→ **EXERCISE**: Every line in the data below that has the word "lines" should be returned.

Dataset entries:

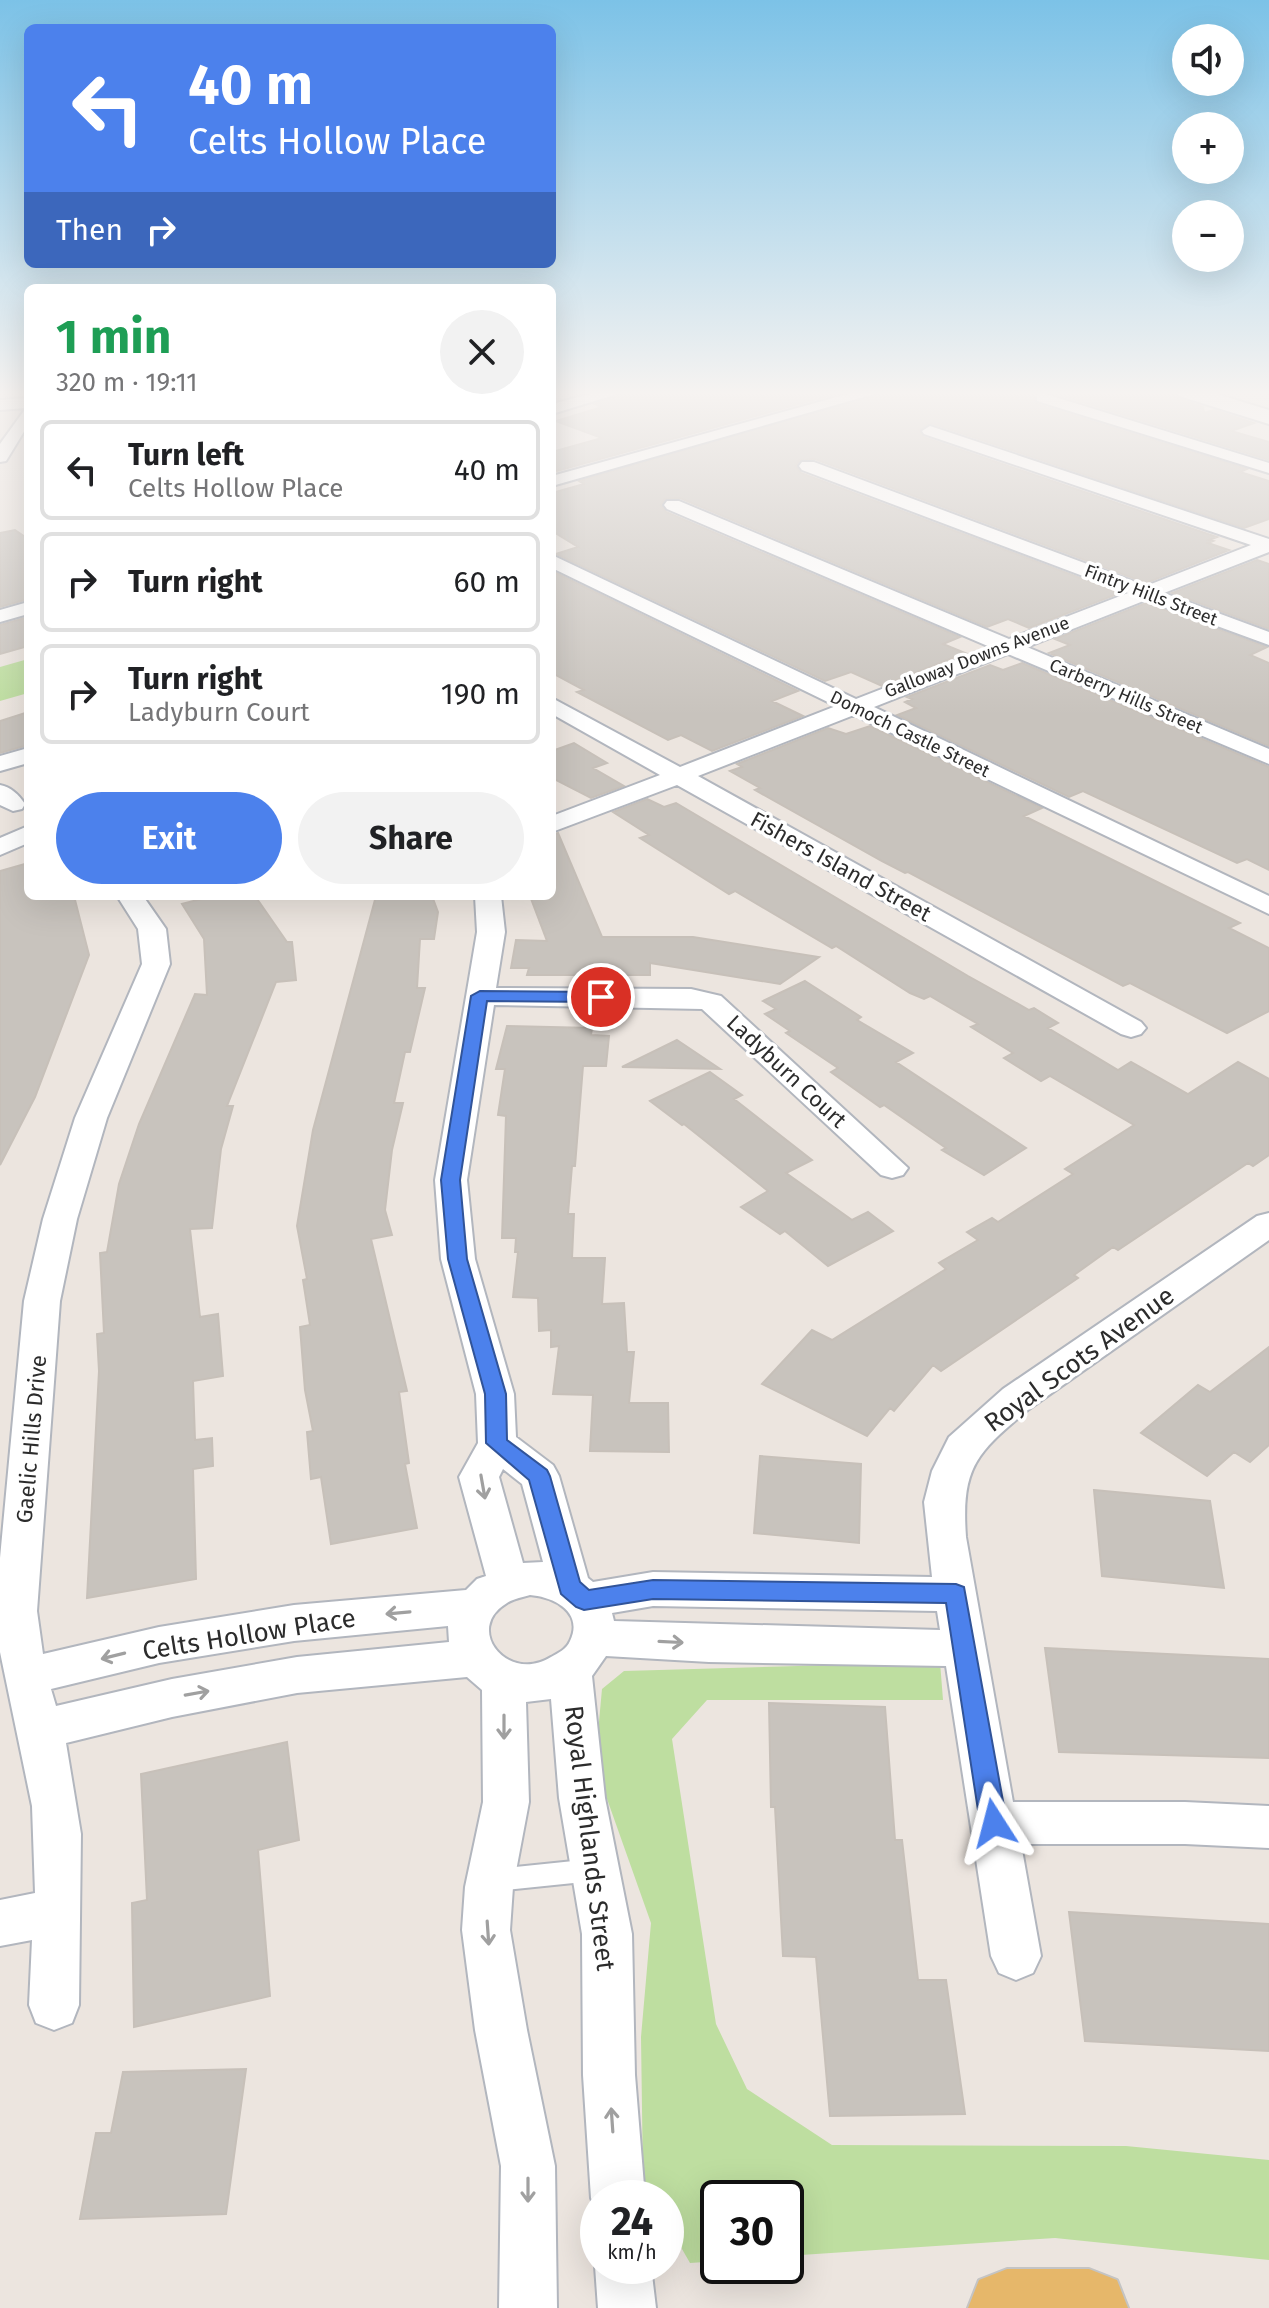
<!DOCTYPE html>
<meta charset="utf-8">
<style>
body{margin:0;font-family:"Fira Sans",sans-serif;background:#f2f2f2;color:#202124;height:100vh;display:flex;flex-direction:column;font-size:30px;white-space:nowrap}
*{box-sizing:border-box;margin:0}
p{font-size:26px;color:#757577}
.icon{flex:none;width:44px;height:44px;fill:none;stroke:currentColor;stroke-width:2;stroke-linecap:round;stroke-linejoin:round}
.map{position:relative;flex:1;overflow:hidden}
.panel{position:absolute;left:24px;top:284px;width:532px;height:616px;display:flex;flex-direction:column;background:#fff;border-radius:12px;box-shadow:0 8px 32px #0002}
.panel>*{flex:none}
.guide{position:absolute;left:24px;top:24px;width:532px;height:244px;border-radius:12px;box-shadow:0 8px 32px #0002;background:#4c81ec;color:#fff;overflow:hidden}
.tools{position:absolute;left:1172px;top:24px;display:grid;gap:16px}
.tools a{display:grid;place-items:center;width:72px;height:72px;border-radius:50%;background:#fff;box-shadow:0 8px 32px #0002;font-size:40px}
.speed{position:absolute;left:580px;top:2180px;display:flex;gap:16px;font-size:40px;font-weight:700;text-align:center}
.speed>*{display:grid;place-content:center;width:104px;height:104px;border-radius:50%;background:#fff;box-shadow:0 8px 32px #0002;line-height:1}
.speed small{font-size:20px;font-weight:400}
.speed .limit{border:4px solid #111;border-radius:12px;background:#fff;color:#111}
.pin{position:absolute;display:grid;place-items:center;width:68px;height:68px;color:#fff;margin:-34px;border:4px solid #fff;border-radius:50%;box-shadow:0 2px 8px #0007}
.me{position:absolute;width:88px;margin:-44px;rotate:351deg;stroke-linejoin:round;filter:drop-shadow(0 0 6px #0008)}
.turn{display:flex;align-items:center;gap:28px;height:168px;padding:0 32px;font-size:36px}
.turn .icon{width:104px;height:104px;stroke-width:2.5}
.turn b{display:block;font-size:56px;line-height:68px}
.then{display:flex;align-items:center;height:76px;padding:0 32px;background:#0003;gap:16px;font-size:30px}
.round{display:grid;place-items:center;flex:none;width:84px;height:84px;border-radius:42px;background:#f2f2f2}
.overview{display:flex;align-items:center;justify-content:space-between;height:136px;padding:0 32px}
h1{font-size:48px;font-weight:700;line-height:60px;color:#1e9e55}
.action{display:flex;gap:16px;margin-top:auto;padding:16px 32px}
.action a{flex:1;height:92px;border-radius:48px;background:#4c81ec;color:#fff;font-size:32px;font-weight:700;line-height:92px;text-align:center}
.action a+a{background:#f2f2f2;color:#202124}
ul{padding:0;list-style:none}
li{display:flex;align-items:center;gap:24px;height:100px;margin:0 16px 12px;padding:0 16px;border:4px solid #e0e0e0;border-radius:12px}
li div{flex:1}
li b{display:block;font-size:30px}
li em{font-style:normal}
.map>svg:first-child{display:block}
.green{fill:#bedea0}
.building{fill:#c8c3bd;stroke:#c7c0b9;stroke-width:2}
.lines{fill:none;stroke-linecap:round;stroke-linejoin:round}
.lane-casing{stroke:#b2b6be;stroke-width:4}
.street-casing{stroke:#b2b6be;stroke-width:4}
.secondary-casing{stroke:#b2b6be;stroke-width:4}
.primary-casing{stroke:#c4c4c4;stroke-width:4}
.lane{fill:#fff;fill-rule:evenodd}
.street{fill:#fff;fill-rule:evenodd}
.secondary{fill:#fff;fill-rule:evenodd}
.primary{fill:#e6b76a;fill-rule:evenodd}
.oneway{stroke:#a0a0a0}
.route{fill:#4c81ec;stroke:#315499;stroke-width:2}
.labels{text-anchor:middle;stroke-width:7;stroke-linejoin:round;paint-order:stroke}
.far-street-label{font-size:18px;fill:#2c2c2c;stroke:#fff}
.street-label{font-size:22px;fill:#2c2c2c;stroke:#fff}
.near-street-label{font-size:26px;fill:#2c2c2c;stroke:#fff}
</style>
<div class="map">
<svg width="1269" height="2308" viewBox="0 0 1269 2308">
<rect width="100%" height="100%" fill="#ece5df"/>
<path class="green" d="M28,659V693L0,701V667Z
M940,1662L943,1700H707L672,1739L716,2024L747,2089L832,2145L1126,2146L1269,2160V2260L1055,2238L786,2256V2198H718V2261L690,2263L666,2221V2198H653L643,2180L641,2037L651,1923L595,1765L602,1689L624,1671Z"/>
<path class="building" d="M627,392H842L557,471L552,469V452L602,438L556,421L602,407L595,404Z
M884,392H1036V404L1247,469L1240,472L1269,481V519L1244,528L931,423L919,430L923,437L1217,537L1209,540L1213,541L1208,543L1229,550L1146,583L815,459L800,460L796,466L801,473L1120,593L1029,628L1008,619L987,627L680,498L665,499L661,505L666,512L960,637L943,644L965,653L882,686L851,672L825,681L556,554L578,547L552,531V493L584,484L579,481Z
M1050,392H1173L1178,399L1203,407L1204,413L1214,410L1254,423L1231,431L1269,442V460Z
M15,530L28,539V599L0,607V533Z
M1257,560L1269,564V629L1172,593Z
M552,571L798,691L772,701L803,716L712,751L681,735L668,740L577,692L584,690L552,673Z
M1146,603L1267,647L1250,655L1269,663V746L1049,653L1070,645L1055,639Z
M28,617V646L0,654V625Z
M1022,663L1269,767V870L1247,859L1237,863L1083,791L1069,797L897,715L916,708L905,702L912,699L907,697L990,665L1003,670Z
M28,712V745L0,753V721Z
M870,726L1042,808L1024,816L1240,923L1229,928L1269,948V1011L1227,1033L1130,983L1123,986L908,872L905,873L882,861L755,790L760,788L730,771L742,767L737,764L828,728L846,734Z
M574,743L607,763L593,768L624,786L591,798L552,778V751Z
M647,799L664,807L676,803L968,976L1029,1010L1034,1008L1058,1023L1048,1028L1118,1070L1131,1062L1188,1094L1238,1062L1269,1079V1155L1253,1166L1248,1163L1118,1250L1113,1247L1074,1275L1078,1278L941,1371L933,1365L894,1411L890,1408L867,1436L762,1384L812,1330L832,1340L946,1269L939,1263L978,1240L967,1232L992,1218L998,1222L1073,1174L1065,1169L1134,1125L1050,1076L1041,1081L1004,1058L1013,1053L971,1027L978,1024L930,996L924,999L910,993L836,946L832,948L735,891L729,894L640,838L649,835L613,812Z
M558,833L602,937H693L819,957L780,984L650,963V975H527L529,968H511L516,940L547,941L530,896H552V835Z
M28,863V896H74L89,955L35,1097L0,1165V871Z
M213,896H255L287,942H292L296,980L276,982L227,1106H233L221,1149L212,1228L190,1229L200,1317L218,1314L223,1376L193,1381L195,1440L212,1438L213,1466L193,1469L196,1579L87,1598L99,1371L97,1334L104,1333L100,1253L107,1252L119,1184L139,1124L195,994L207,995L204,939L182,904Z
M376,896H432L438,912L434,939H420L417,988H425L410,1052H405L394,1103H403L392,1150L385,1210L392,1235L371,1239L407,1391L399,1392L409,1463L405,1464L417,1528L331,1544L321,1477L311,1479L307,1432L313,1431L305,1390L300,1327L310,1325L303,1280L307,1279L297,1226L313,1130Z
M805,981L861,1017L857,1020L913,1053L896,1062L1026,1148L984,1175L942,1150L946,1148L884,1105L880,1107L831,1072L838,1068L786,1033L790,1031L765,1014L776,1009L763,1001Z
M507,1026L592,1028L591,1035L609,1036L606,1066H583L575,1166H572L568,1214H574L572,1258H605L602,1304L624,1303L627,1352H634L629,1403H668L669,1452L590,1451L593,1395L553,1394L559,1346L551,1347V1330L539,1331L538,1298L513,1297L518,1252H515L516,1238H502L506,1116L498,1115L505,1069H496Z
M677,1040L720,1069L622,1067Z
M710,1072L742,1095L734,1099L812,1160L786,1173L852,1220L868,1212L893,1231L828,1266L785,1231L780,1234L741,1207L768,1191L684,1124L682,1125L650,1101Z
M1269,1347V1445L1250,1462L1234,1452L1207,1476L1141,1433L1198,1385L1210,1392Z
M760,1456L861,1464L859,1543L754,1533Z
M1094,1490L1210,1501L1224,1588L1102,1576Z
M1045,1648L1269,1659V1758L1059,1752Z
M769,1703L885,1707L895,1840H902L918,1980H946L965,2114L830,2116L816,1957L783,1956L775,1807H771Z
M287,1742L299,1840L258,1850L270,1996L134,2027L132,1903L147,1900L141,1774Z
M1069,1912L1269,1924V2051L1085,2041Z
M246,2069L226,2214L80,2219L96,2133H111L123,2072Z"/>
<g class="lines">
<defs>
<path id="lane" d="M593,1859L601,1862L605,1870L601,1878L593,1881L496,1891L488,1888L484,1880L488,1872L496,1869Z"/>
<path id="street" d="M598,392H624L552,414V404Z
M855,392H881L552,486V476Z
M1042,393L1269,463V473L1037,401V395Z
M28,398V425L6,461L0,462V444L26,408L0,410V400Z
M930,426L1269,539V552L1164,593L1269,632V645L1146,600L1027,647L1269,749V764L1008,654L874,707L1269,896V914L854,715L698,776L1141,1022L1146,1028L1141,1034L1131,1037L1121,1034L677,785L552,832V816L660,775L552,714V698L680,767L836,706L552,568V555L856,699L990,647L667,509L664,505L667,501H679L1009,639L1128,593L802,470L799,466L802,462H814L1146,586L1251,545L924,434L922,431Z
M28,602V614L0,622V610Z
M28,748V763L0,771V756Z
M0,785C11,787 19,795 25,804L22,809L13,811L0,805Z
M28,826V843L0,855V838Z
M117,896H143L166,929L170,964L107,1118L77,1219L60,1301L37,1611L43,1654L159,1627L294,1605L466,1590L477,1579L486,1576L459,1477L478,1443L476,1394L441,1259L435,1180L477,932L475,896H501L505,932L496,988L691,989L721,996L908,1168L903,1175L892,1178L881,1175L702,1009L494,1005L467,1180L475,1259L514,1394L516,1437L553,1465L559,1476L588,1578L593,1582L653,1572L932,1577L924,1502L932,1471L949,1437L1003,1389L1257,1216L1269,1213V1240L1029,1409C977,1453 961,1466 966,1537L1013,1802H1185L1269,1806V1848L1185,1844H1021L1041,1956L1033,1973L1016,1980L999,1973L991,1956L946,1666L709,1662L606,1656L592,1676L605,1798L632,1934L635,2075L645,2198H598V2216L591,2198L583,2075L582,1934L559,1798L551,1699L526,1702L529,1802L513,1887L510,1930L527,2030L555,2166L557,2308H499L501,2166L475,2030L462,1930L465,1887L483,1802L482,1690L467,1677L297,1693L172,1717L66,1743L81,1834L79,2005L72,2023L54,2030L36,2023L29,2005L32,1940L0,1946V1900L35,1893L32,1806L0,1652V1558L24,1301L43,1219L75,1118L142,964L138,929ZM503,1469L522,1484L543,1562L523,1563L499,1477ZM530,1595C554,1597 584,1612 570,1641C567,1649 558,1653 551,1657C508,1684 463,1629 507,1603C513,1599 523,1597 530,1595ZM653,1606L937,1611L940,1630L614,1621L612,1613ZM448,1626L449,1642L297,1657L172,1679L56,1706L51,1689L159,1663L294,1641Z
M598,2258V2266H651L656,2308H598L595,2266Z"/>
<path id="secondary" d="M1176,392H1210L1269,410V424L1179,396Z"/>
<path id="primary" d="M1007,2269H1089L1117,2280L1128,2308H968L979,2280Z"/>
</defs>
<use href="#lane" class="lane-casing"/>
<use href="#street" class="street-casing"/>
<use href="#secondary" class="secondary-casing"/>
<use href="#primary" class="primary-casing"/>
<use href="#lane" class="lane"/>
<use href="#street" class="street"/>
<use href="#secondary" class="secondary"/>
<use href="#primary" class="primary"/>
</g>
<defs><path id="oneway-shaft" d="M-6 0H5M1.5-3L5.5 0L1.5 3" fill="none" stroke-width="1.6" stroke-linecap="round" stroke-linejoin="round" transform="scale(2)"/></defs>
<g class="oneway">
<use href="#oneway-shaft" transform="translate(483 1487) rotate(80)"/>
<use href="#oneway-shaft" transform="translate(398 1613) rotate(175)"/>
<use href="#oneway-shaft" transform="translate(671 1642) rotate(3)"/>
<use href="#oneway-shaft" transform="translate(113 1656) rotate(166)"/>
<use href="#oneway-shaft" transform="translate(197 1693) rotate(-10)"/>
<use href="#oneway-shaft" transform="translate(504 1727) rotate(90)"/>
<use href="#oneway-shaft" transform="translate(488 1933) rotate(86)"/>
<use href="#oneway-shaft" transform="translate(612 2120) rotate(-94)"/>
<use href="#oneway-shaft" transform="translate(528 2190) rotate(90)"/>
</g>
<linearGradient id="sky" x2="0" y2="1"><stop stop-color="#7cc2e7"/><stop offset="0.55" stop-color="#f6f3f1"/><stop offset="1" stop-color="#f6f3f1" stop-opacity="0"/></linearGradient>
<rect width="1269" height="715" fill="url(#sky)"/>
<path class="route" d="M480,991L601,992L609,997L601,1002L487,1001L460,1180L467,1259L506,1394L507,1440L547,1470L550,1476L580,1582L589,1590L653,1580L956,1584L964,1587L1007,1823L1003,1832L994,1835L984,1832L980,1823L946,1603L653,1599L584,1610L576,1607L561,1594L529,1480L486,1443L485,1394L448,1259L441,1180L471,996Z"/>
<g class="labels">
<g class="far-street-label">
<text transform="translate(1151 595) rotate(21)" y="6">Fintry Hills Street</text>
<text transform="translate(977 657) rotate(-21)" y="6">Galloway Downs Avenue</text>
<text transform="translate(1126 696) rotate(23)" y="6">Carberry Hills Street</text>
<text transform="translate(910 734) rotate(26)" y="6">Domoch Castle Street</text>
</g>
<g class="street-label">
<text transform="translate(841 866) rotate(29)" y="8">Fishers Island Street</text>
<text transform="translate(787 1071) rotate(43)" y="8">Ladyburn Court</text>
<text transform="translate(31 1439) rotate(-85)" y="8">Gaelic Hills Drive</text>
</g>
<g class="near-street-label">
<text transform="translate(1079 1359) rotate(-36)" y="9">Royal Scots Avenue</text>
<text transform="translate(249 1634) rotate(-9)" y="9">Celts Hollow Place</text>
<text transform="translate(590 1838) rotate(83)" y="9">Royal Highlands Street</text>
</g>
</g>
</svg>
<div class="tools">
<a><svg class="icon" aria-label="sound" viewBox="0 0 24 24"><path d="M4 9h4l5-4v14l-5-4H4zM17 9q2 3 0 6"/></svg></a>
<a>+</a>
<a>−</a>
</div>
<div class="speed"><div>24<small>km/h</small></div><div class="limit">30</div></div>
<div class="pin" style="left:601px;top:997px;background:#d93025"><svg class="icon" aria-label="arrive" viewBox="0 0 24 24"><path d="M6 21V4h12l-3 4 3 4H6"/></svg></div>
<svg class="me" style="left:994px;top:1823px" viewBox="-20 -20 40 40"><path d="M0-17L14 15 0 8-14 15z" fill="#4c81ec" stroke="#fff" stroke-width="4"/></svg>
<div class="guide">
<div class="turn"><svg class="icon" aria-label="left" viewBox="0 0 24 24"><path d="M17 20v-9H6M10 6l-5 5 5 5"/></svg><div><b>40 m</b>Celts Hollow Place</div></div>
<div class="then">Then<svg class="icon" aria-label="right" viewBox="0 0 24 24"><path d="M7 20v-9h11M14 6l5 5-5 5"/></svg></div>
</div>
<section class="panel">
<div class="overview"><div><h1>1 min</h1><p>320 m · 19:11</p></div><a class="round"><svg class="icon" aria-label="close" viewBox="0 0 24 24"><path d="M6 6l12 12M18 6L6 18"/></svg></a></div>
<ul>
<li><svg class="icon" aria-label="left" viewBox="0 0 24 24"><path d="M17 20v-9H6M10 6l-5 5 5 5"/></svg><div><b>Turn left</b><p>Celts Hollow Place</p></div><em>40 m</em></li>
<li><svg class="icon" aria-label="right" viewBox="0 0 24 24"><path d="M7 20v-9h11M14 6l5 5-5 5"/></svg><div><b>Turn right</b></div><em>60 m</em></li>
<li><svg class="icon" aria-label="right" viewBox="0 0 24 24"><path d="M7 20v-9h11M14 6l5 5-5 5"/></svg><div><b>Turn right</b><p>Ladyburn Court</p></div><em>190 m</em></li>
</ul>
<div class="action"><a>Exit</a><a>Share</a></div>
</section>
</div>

→ **YOUR RESPONSE**:
.lines{fill:none;stroke-linecap:round;stroke-linejoin:round}
<g class="lines">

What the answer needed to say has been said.